How do you decide what you’re going to be when you grow up? Some people know from the moment they are children what they want to be. They go through life working hard to get there. And that’s great for them. It’s clean, it’s a set path with maybe a few bumps in the road but the goal is there. I’m not one of those people. 
I am fascinated with many things in this world. I want to be a doctor, a teacher, an astronaut, a personal trainer, and sometimes I just want to quit it all and be a bum. 
I don’t know if this is like this for others but I was always told that I could do anything I wanted if I put my mind to it. I love that. I love having that freedom. But sometimes it’s a bit too much freedom. If you believe you can do anything, then how do you narrow down the list of everything?! This has been the struggle of my short adult life. I’ve started college multiple times for different degrees but end up stopping because I’m not enjoying it anymore. 
Recently, I was thinking about changing jobs within the company I currently work for. Right now I’m in management and I was thinking about leaving it for a more technology-based job. It was going to solve all my immediate problems and life would be good. 
I then spoke to a mentor of mine who reminded me to think about the future and what I see myself doing. I answered that I saw myself in higher-up management. He told me that his advice would be to stay in school to get my business degree and not change jobs. He told me if I stay where I am then it looks better on my resume than the other job for my long-term goals. It was all logical and made sense. 
I then called my stepdad and talked to him. I realized in that conversation I had already made up my mind to stay in my current job. He said to me “I feel like you want me to debate you but there’s not a lot of debate because you’ve thought about everything.” He was right. That no matter what he had said, I already made up my mind. 
This doesn’t really answer the question, “how do you decide what you’re going to be when you grow up” because I don’t know how I decided.
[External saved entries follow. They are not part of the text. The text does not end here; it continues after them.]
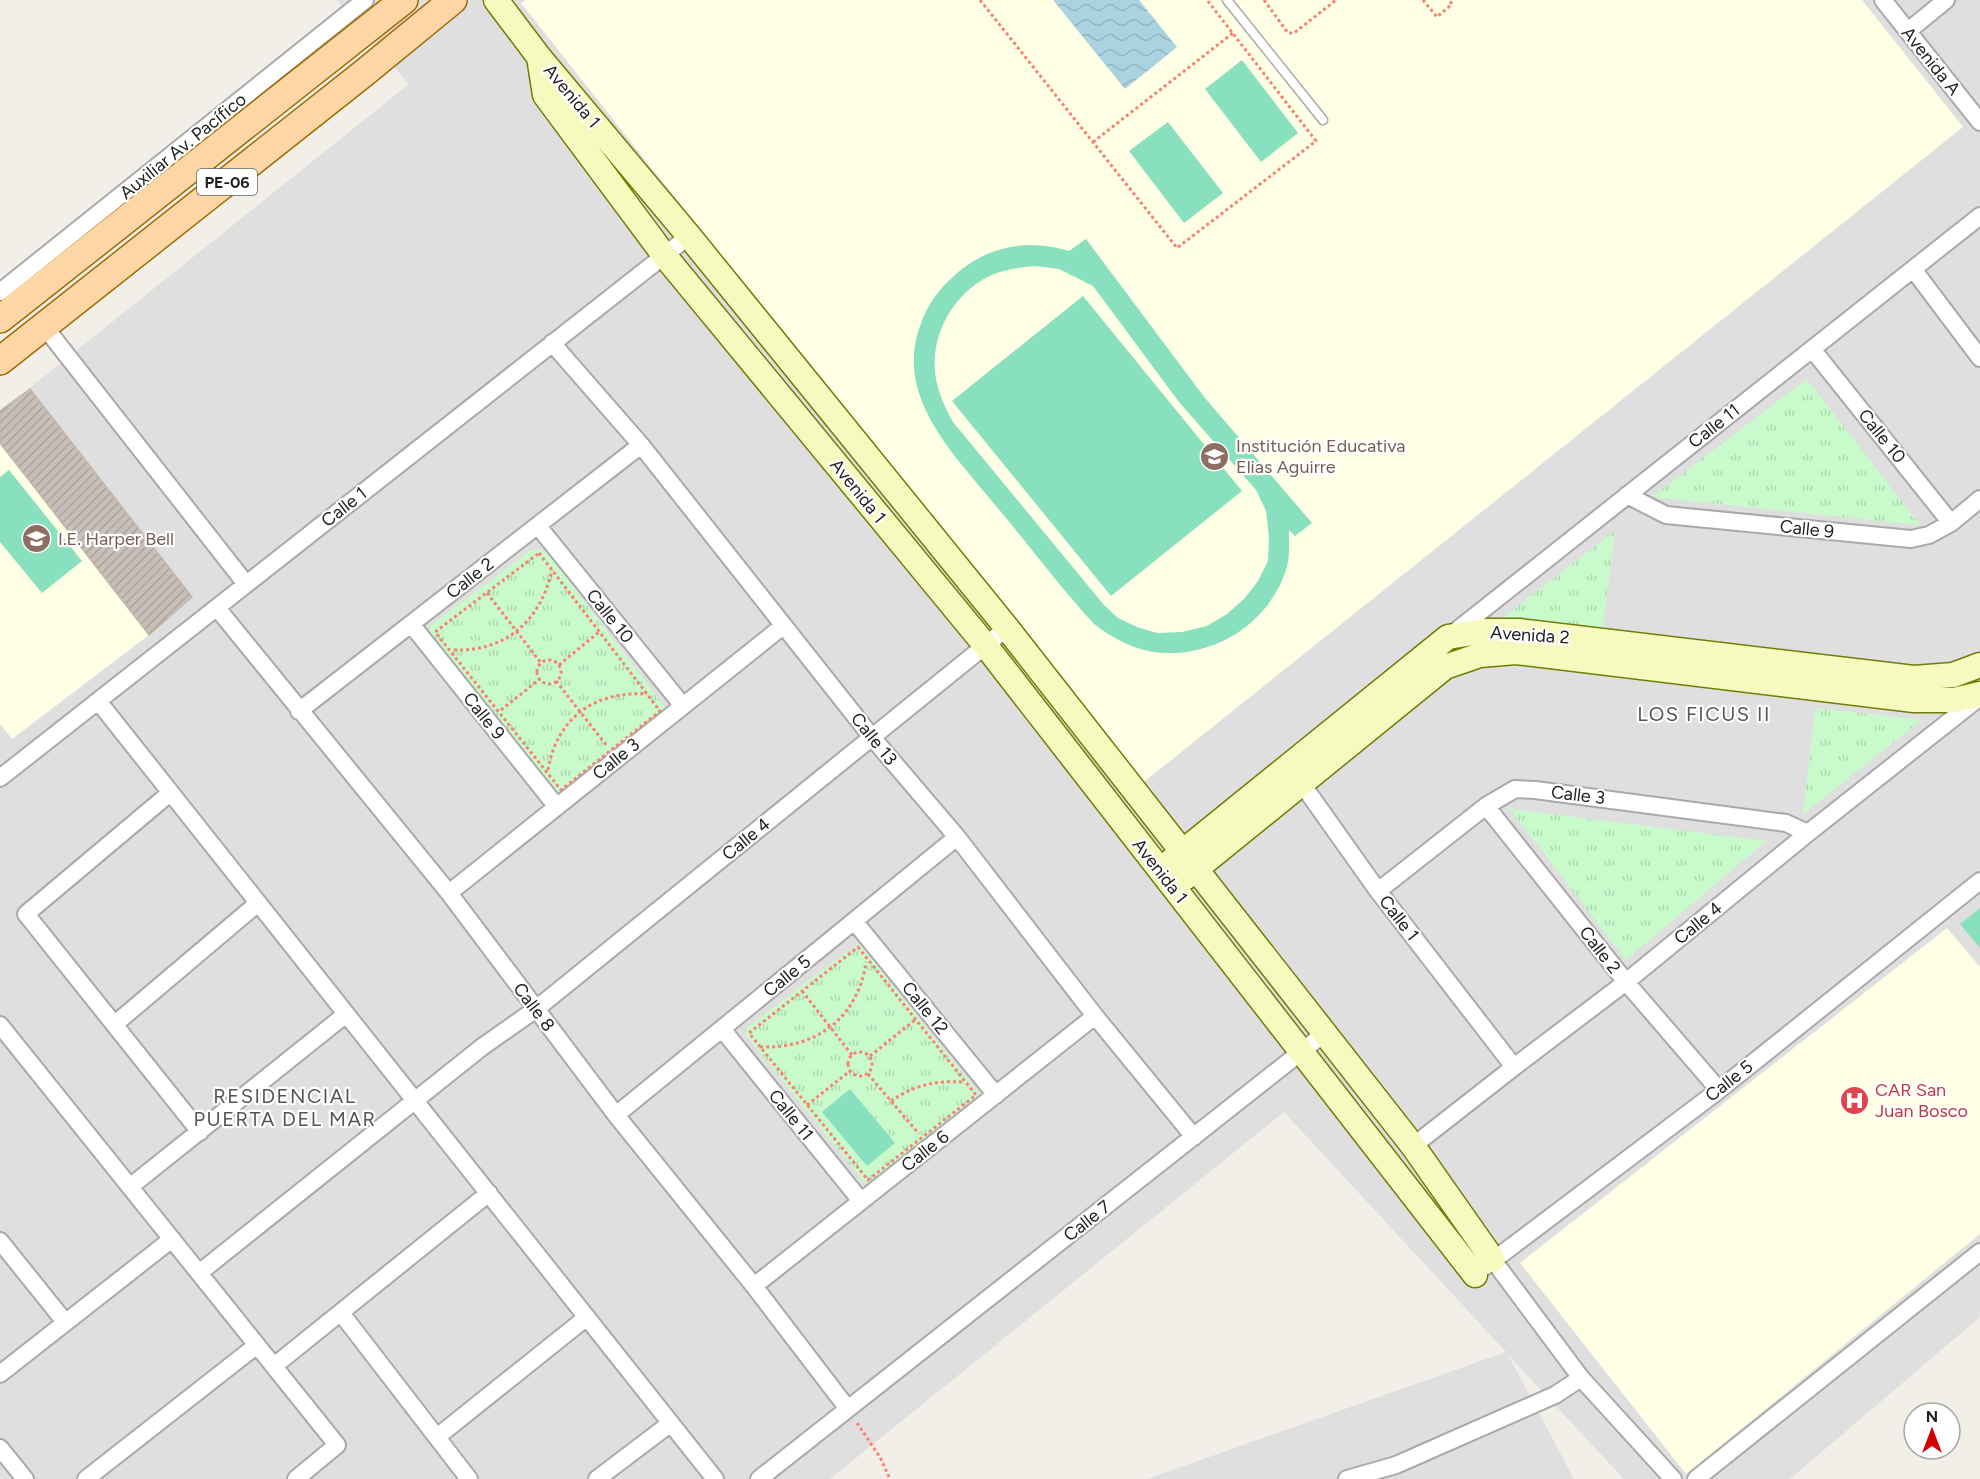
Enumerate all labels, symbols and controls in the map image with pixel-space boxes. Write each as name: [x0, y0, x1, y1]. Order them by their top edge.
street label: Avenida A: [1897, 22, 1965, 100]
street label: Avenida 1: [539, 60, 605, 132]
street label: Auxiliar Av. Pacífico: [115, 88, 251, 204]
road number: PE-06: [197, 169, 257, 195]
street label: Calle 11: [1684, 399, 1744, 453]
street label: Calle 10: [1854, 404, 1910, 468]
place label: Institución Educativa Elias Aguirre: [1236, 435, 1405, 478]
school or university icon: Institución Educativa Elias Aguirre: [1199, 440, 1231, 472]
street label: Avenida 1: [825, 454, 891, 528]
street label: Calle 1: [317, 482, 371, 532]
street label: Calle 9: [1779, 515, 1835, 543]
school or university icon: I.E. Harper Bell: [21, 523, 53, 555]
place label: I.E. Harper Bell: [58, 528, 174, 550]
street label: Calle 2: [442, 553, 498, 603]
street label: Calle 10: [582, 584, 638, 648]
street label: Avenida 2: [1490, 621, 1570, 649]
street label: Calle 9: [458, 688, 510, 744]
district label: LOS FICUS II: [1637, 702, 1771, 726]
street label: Calle 13: [846, 708, 902, 770]
street label: Calle 3: [588, 733, 644, 785]
street label: Calle 3: [1550, 781, 1606, 809]
street label: Calle 4: [717, 813, 775, 865]
street label: Avenida 1: [1128, 834, 1192, 908]
street label: Calle 1: [1374, 891, 1424, 945]
street label: Calle 4: [1669, 897, 1727, 949]
street label: Calle 2: [1575, 922, 1625, 978]
street label: Calle 5: [759, 950, 815, 1002]
street label: Calle 12: [897, 977, 953, 1039]
street label: Calle 8: [509, 978, 559, 1036]
street label: Calle 5: [1701, 1055, 1757, 1107]
place label: CAR San Juan Bosco: [1875, 1079, 1968, 1122]
district label: RESIDENCIAL PUERTA DEL MAR: [193, 1084, 377, 1131]
hospital icon: CAR San Juan Bosco: [1838, 1084, 1870, 1116]
street label: Calle 11: [764, 1085, 818, 1145]
street label: Calle 6: [897, 1126, 953, 1176]
street label: Calle 7: [1059, 1196, 1115, 1246]
north arrow: [1902, 1401, 1962, 1461]
text: N: [1926, 1407, 1938, 1426]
I had an instinct and when anyone tried to debate me, I had an answer for why that wouldn’t work. Which showed me that I already made up my mind and that I just needed to come to terms and be confident in the decision. 
If you find yourself trying to answer a question, try flipping a coin to answer it. Not to see what the coin says but to see what you are hoping it lands on. Whatever you are hoping it lands on, go with that regardless of the actual outcome of the coin. If you genuinely don’t care what it lands on, then find a different question to ask it.